The most recent common ancestor (MRCA) branch to the sequences from Hawai’i indicates that the B.1.429 variant was introduced into Hawai’i independently and at different times from several different locations from continental United States (California, Colorado, Louisiana, New Jersey, Tennessee, Utah, and Washington). The largest cluster of 40 SARS-CoV-2 B.1.429 variants in Hawai’i, with samples collected between January and early March 2021, originated from a SARS-CoV-2 strain (EPI_ISL_753448) collected in California on November 30, 2020, at the Children’s Hospital Los Angeles. That said, the first identified, ancestral, unambiguous, and unique B.1.429 variant in Hawai’i originated from a SARS-CoV-2 strain (EPI_ISL_855068) from a sample collected on January 06, 2021, in San Juan Capistrano, California.

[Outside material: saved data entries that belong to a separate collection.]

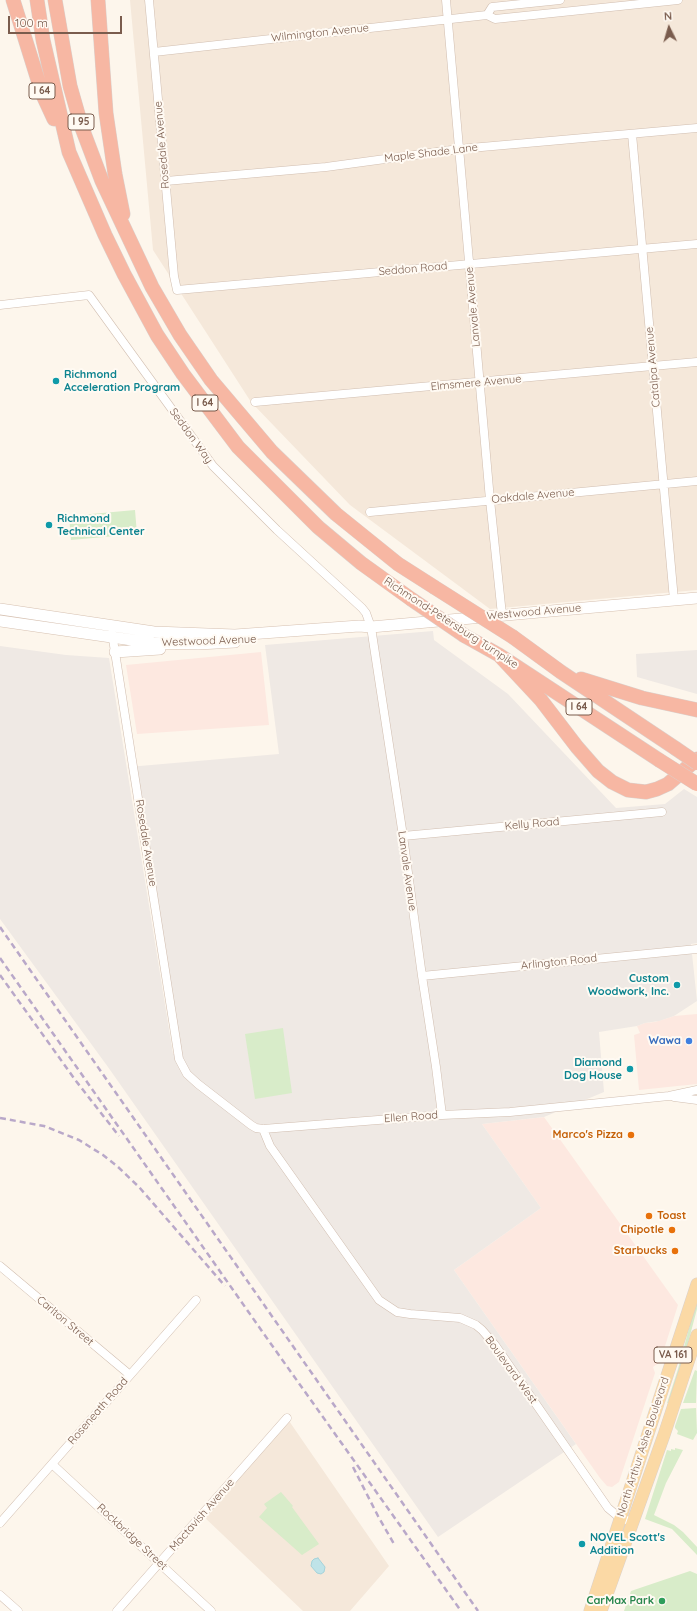 <!DOCTYPE html>
<html>
<head>
<meta charset="utf-8">
<style>
	body { margin:0 }
	#map { position:relative; width:697px; height:1611px; overflow:hidden; background:#fdf6ec; font-family:Quicksand,sans-serif }
	canvas { display:block }
	.north { position:absolute; left:649px; top:8px; width:40px; height:40px; -webkit-text-stroke:3px #fffaf3; paint-order:stroke; rotate:355deg; font-size:11px; font-weight:700; line-height:16px; text-align:center; color:#7a5c4d }
	.north::after { content:''; display:block; margin:auto; width:14px; height:18px; background:#7a5c4d; clip-path:polygon(50% 0,100% 100%,50% 72%,0 100%) }
	.scale { position:absolute; left:8px; top:16px; width:114px; height:18px; box-sizing:border-box; border:2px solid #7a5c4d; border-top:0; padding-left:5px; font-size:12px; line-height:14px; white-space:nowrap; color:#7a5c4d; -webkit-text-stroke:3px #fffaf3; paint-order:stroke }
</style>
</head>
<body>
<div id="map">
<canvas width="697" height="1611"></canvas>
<div class="north">N</div>
<div class="scale">100 m</div>
</div>
<script>
const ctx = document.querySelector('canvas').getContext('2d');
ctx.lineJoin = 'round';
function fill(path, color) { ctx.fillStyle = color; ctx.fill(path, 'evenodd'); }
const toPath = rows => new Path2D(rows.map(r => 'M' + r).join(''));
function strokePath(path, color, width, dash) { ctx.strokeStyle = color; ctx.lineWidth = width; ctx.lineCap = dash ? 'butt' : 'round'; ctx.setLineDash(dash || []); ctx.stroke(path); }
function label(font, color, halo, rows, align = 'center') {
  ctx.font = font + ' Quicksand,sans-serif'; ctx.lineWidth = 4; ctx.setLineDash([]); ctx.textBaseline = 'middle'; ctx.strokeStyle = halo; ctx.fillStyle = color; for (const [text, x, y, turn = 0] of rows) {
    ctx.save(); ctx.translate(x, y); ctx.rotate((+turn || 0) * Math.PI / 180); ctx.textAlign = isNaN(turn) ? turn : align; if (halo) ctx.strokeText(text, 0, 0); ctx.fillText(text, 0, 0); ctx.restore();
  }
}
fill(toPath([
	[130,0,697,0,697,590,490,609,350,505,251,402,153,250],
	[287,1418,389,1566,350,1611,303,1611,202,1515]
]), '#f5e8da');
fill(toPath([
	[261,652,269,725,137,734,126,665],
	[697,1014,697,1084,639,1090,634,1035,640,1033,637,1026,645,1023,655,1022,674,1016],
	[544,1117,678,1305,660,1362,653,1367,655,1373,619,1482,612,1487,607,1486,600,1478,454,1270,541,1208,482,1124]
]), '#fde8e0');
fill(toPath([
	[433,631,434,640,508,694,616,808,665,804,684,789,697,797,697,943,691,944,697,1001,674,1016,659,1021,645,1023,637,1026,599,1032,604,1092,544,1117,482,1124,541,1208,454,1270,576,1444,438,1537,108,1067,0,919,0,646,66,655,109,658,173,1054,182,1052,128,767,279,754,265,645],
	[697,650,697,694,637,677,636,654]
]), '#efe9e4');
fill(toPath([
	[135,510,137,534,71,540,69,516],
	[283,1028,292,1093,255,1099,245,1034],
	[697,1299,697,1309,683,1362,668,1403,667,1403,678,1369],
	[695,1370,697,1371,696,1403,683,1403],
	[696,1408,697,1433,693,1440,677,1434,678,1431,675,1428,675,1426,681,1409],
	[675,1448,683,1450,666,1483,654,1515,674,1525,683,1532,697,1547,697,1555,672,1529,645,1519,667,1450,671,1451,671,1449,675,1450],
	[281,1492,293,1506,292,1507,319,1544,302,1555,259,1517,267,1508,264,1504],
	[690,1571,697,1574,697,1611,624,1611,631,1591]
]), '#d8ecc9');
const water = toPath([
	[318,1558,325,1567,324,1572,321,1574,317,1573,311,1566,312,1561,314,1559,318,1558]
]);
fill(water, '#bfe3e8');
strokePath(water, '#a5d3da', 1);
const street = toPath([
	[149,0,174,276,177,290,697,244],
	[446,0,490,500,502,615],
	[487,15,492,7,560,0],
	[154,52,487,15,495,19,678,0],
	[632,134,674,600],
	[166,181,326,167,459,149,697,128],
	[0,305,89,295,213,466,277,530,362,608,366,613,371,627,403,836,422,976,436,1067,442,1115],
	[255,402,697,362],
	[370,512,697,481],
	[112,633,179,1059,187,1074,198,1084,251,1125,256,1128,263,1129,442,1115,510,1112,669,1096,697,1090],
	[403,836,662,812],
	[422,976,697,949],
	[674,1097,697,1100],
	[263,1129,270,1146,379,1300,397,1312,410,1314,460,1318,476,1325,482,1330,495,1345,608,1508,620,1518,633,1522],
	[0,1266,130,1375],
	[52,1464,211,1611],
	[0,1523,196,1300],
	[0,1595,18,1611],
	[117,1611,287,1418]
]);
const secondary = toPath([
	[0,609,154,632,235,635,359,626,371,627,697,598],
	[0,621,153,643,198,644,235,642],
	[115,652,160,649]
]);
const primary = toPath([
	[590,1611,697,1284],
	[601,1611,664,1435,697,1335]
]);
const highway = toPath([
	[13,0,42,93,54,119],
	[37,0,43,40,69,152,105,235,124,274,157,335,183,374,238,447,318,527,361,563,411,599],
	[55,0,70,86,82,128,102,181,152,287,180,335,211,380,272,452,336,514,398,564,434,587],
	[98,0,106,113,115,174,123,214],
	[465,636,499,655,659,760],
	[513,637,561,672,675,748],
	[499,655,541,700,577,747,598,771,612,782,628,790,646,792,657,789,668,784,697,759],
	[581,679,642,698,697,710]
]);
strokePath(street, '#d1beb0', 9);
strokePath(secondary, '#d6c0b0', 12);
strokePath(primary, '#dad1cd', 13);
strokePath(highway, '#dad1cd', 15);
strokePath(street, '#fff', 8);
strokePath(secondary, '#fff', 11);
strokePath(primary, '#fbd9a5', 12);
strokePath(highway, '#f7b7a3', 14);
strokePath(toPath([
	[0,927,478,1611],
	[0,958,271,1344,461,1611],
	[0,975,76,1081,119,1136],
	[0,1118,44,1126,79,1140,103,1155,117,1166,139,1187,225,1286],
	[353,1467,378,1516,394,1544]
]), '#b9a8c9', 2.5, [6, 4]);
const highwayBridge = toPath([
	[434,587,513,637],
	[411,599,465,636],
	[675,748,697,763],
	[659,760,697,784]
]);
strokePath(highwayBridge, '#dad1cd', 15, []);
strokePath(highwayBridge, '#f7b7a3', 14);
for (const [x, y, r, color] of [
	[56,381,4,"#0f9aa8"],
	[49,525,4,"#0f9aa8"],
	[677,985,4,"#0f9aa8"],
	[689,1041,4,"#3f7fe0"],
	[630,1069,4,"#0f9aa8"],
	[631,1135,4,"#e8710a"],
	[649,1216,4,"#e8710a"],
	[672,1230,4,"#e8710a"],
	[675,1251,4,"#e8710a"],
	[582,1544,4,"#0f9aa8"],
	[662,1601,4,"#2e9e5b"]
]) { const dot = new Path2D(); dot.arc(x, y, r, 0, 2 * Math.PI); ctx.fillStyle = color; ctx.fill(dot); strokePath(dot, '#fffaf3', 1.5); }
for (const [x, y, w] of [
	[42,91,26],
	[81,122,26],
	[205,403,26],
	[579,707,26],
	[673,1355,38]
]) { const box = new Path2D(); box.roundRect(x - w / 2, y - 8, w, 16, 3); ctx.fillStyle = '#fffaf3'; ctx.fill(box); strokePath(box, '#7a5c4d', 1); }
label('bold 10px', '#7a5c4d', null, [
	["I 64",42,91],
	["I 95",81,122],
	["I 64",205,403],
	["I 64",579,707],
	["VA 161",673,1355]
]);
label('11px', '#7a5c4d', '#fffaf3', [
	["Wilmington Avenue",320,33,-6],
	["Rosedale Avenue",162,145,-95],
	["Maple Shade Lane",431,153,-7],
	["Seddon Road",413,269,-5],
	["Lanvale Avenue",473,307,-95],
	["Catalpa Avenue",653,367,-95],
	["Elmsmere Avenue",476,383,-5],
	["Seddon Way",191,436,54],
	["Oakdale Avenue",533,496,-5],
	["Westwood Avenue",534,612,-5],
	["Richmond-Petersburg Turnpike",451,623,33],
	["Westwood Avenue",209,641,-2],
	["Kelly Road",532,824,-5],
	["Rosedale Avenue",146,843,81],
	["Lanvale Avenue",407,871,82],
	["Arlington Road",559,962,-6],
	["Ellen Road",411,1117,-4],
	["Carlton Street",65,1321,40],
	["Boulevard West",511,1370,54],
	["Roseneath Road",98,1411,-49],
	["North Arthur Ashe Boulevard",643,1447,-72],
	["Mactavish Avenue",202,1515,-49],
	["Rockbridge Street",132,1537,43]
]);
label('bold 11px', '#0d838f', '#fffaf3', [
	["Richmond",64,375],
	["Acceleration Program",64,388],
	["Richmond",57,519],
	["Technical Center",57,532],
	["Custom",669,979,"right"],
	["Woodwork, Inc.",669,992,"right"],
	["Diamond",622,1063,"right"],
	["Dog House",622,1076,"right"],
	["NOVEL Scott's",590,1538],
	["Addition",590,1551]
], 'left');
label('bold 11px', '#366cbe', '#fffaf3', [
	["Wawa",681,1041]
], 'right');
label('bold 11px', '#c56008', '#fffaf3', [
	["Marco's Pizza",623,1135],
	["Toast",657,1216,"left"],
	["Chipotle",664,1230],
	["Starbucks",667,1251]
], 'right');
label('bold 11px', '#27864d', '#fffaf3', [
	["CarMax Park",654,1601]
], 'right');
</script>
</body>
</html>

Within the S gene of the B.1.429 variant, there is a consensus of four non-synonymous amino acid substitutions (S13I, W152C, L452R, D614G). The effects of S13I and W152C substitutions have yet to be determined. Neither of these mutations were found in more than 5% of all published GISAID sequences as of February 2021. The L452R substitution originating in North America did so in Los Angeles (EPI_ISL_1303471), and is considered a substitution of two variants of concern (B.1.427 and B.1.429).12 The CDC notes that these variants correlate to ~ 20% increased transmissibility of SARS-CoV-2,13 and has reduced neutralization using convalescent sera, vaccinated sera, and sera from patients treated with therapeutics.12 The D614G substitution, near ubiquitous among all SARS-CoV-2 sequences, is noted for increasing the fitness of SARS-CoV-2.14
This method demonstrates the critical importance of high quality sequencing and the need for enrichment and deep coverage, as over 76% of B.1.429 published sequences worldwide are uninformative phylogenetically due to incompleteness. For example, the first B.1.429 sequence deposited from Hawaii was from a sample collected on December 31, 2020 (EPI_ISL_967766). Without resequencing the whole genome, or targeting this ambiguous region with Sanger sequencing, this sequence is currently unable to be used in phylogenetics due to ambiguous nucleotides in the S gene. While uninformative sequences may be useful for tracking specific mutations, they are not useful in tracking variants. Moreover, our methodology demonstrates the ability of sequencing and phylogenetic analysis to provide precision public health genomics in policy-making decisions. That is, as SARS-CoV-2 variants spread asymptomatically across the United States, it is important to use methods for fast and accurate SARS-CoV-2 variant, lineage, and origin assignment.